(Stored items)
━━━━━━━━━━━━━━━━━━━━━━━━━━━━━━

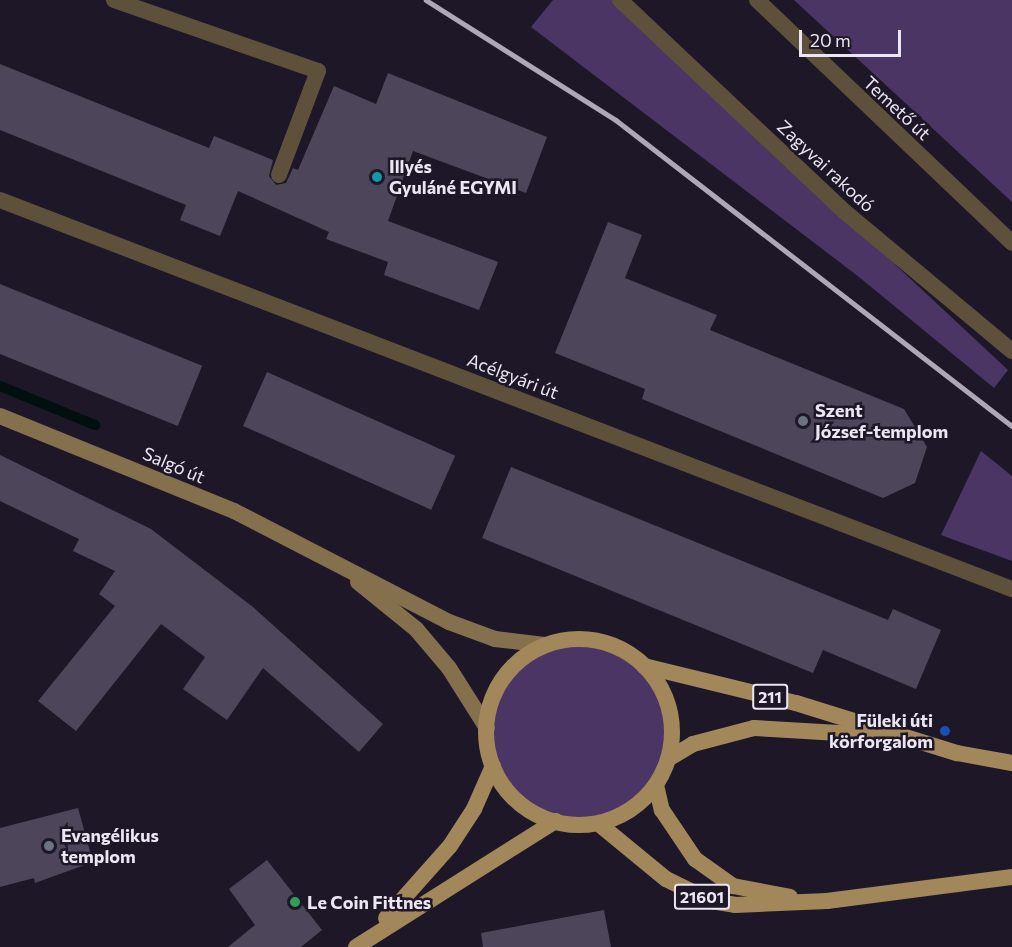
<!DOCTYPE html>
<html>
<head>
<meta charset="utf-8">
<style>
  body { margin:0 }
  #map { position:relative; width:1012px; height:947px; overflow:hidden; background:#1e1728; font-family:Commissioner,sans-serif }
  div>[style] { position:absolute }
  .green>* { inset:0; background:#4a3564 }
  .round { border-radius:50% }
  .stream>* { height:10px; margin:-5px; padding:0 5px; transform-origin:5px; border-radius:5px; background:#001010 }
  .building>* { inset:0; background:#4d4559; transform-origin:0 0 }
  .service>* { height:16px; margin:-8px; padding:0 8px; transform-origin:8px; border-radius:8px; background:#5e513c }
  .minor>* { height:16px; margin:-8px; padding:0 8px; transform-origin:8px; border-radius:8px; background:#5e513c }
  .secondary>* { height:16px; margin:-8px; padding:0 8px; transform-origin:8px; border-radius:8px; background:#85704e }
  .primary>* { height:16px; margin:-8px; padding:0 8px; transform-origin:8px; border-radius:8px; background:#a2875b }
  .primary>.ring { margin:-8px; padding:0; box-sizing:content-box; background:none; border:16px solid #a2875b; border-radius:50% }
  .rail>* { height:4.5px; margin:-2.25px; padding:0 2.25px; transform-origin:2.25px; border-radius:2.25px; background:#aea8b6 }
  .dots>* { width:16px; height:16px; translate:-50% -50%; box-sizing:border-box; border:3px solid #1e1728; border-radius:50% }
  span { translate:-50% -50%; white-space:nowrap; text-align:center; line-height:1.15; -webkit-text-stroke:5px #1e1728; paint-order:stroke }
  .shield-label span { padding:2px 4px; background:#1e1728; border:2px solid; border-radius:4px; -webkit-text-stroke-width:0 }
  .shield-label { font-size:16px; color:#ebe6f2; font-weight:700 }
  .street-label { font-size:18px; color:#ebe6f2 }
  .poi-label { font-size:18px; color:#ebe6f2; font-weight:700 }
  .left { translate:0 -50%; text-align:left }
  .right { translate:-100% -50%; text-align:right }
  .scale { position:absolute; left:799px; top:30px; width:102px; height:27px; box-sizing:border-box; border:3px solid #ebe6f2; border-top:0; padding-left:8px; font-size:18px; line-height:21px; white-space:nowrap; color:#ebe6f2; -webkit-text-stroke:4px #1e1728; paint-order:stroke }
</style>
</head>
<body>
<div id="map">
  <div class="green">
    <div style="clip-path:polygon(553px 0,612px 0,1008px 370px,994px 388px,859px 277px,531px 27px)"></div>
    <div style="clip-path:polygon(794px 0,1012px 0,1012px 202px)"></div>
    <div style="clip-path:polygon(981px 451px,1012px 476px,1012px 561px,941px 535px)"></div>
    <div class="round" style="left:486px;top:639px;width:186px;height:186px"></div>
  </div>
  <div class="stream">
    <div style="left:0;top:386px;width:103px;rotate:22.3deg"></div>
  </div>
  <div class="building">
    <div style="clip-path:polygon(0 64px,209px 148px,214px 136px,273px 160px,269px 176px,276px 185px,286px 183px,293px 168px,298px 170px,334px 86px,376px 104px,388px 73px,547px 137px,526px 193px,413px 151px,388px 221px,498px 262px,479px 310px,384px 275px,388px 262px,326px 239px,329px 232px,238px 191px,220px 236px,180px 220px,186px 205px,0 130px)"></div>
    <div style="clip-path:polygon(608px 222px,642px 235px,625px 278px,717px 315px,710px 330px,904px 409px,927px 447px,915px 483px,883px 498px,642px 399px,645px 389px,555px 353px)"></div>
    <div style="left:0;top:284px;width:218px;height:65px;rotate:22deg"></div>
    <div style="left:267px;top:372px;width:206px;height:59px;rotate:24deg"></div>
    <div style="clip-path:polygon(0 455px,151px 529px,253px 607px,383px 724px,359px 752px,263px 668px,227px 720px,183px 689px,205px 657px,161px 624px,76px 731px,38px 701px,115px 606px,99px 594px,115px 571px,73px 551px,79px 539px,0 501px)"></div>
    <div style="clip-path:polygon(511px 467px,888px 620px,893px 609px,941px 630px,916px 689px,823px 650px,813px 673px,482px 538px)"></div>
    <div style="clip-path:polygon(78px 808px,93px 862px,35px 883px,34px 878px,0 887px,0 828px)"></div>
    <div style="clip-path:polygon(267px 860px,322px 930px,301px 947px,228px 947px,255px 925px,229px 889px)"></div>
    <div style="clip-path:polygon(604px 910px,611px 947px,483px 947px,481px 933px)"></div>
  </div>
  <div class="service">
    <div style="left:114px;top:0;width:216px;rotate:19.2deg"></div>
    <div style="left:318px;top:71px;width:111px;rotate:110.6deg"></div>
    <div style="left:620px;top:0;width:309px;rotate:43.3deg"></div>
    <div style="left:845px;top:212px;width:217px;rotate:39.8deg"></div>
    <div style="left:757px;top:0;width:352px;rotate:43.6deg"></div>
  </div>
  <div class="minor">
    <div style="left:0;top:200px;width:1084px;rotate:21.03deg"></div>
  </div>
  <div class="secondary">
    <div style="left:0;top:416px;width:253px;rotate:22.1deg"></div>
    <div style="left:234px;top:511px;width:242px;rotate:27.3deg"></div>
    <div style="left:449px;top:622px;width:49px;rotate:20.3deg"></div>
    <div style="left:495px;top:639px;width:50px;rotate:6.8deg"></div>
    <div style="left:358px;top:582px;width:75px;rotate:39deg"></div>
    <div style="left:416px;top:629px;width:51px;rotate:49.8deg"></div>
    <div style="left:449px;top:668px;width:71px;rotate:57.7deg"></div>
  </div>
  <div class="primary">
    <div class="ring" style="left:486px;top:639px;width:170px;height:170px"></div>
    <div style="left:644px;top:666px;width:156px;rotate:13.7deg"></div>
    <div style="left:796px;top:703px;width:169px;rotate:17.3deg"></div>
    <div style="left:957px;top:753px;width:56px;rotate:10.3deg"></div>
    <div style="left:668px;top:759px;width:29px;rotate:-31deg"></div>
    <div style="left:693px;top:744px;width:63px;rotate:-14.7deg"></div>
    <div style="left:754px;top:728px;width:119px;rotate:3.4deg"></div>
    <div style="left:656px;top:785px;width:26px;rotate:77deg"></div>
    <div style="left:662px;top:810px;width:59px;rotate:56deg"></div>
    <div style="left:695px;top:859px;width:47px;rotate:35.4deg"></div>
    <div style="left:733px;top:886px;width:58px;rotate:10.9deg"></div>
    <div style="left:599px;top:824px;width:87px;rotate:39.4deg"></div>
    <div style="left:666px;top:879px;width:50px;rotate:26.1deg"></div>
    <div style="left:711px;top:901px;width:24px;rotate:9deg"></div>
    <div style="left:735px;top:905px;width:92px;rotate:-2.5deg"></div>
    <div style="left:827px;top:901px;width:187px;rotate:-7.4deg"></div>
    <div style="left:386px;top:918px;width:96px;rotate:-48.4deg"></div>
    <div style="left:450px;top:846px;width:44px;rotate:-57deg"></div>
    <div style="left:474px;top:809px;width:47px;rotate:-66.2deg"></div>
    <div style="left:356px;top:947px;width:236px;rotate:-32.3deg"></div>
  </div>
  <div class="rail">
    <div style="left:426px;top:0;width:225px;rotate:32.3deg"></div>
    <div style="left:616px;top:120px;width:500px;rotate:37.69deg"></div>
  </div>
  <div class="dots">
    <div style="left:377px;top:177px;background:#0f9aa8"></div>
    <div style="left:803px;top:421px;background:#6b7280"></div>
    <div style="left:945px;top:731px;background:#1a4fb4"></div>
    <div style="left:49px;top:846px;background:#6b7280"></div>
    <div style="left:295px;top:902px;background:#2e9e5b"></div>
  </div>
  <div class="shield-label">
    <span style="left:770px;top:697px">211</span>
    <span style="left:702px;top:897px">21601</span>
  </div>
  <div class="street-label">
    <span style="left:897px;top:108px;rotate:43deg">Temető út</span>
    <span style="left:826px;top:166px;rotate:43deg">Zagyvai rakodó</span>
    <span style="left:513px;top:376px;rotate:21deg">Acélgyári út</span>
    <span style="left:174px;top:465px;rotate:23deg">Salgó út</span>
  </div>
  <div class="poi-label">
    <span class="left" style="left:389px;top:177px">Illyés<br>Gyuláné EGYMI</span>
    <span class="left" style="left:815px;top:421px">Szent<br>József-templom</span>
    <span class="right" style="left:933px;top:731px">Füleki úti<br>körforgalom</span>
    <span class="left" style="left:61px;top:846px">Evangélikus<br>templom</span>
    <span class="left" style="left:307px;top:902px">Le Coin Fittnes</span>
  </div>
  <div class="scale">20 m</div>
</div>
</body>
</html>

━━━━━━━━━━━━━━━━━━━━━━━━━━━━━━

- TASK REQUIREMENTS
Find the word "stream" in the records, and report each line that has it.

- TASK SOLUTION
  .stream>* { height:10px; margin:-5px; padding:0 5px; transform-origin:5px; border-radius:5px; background:#001010 }
  <div class="stream">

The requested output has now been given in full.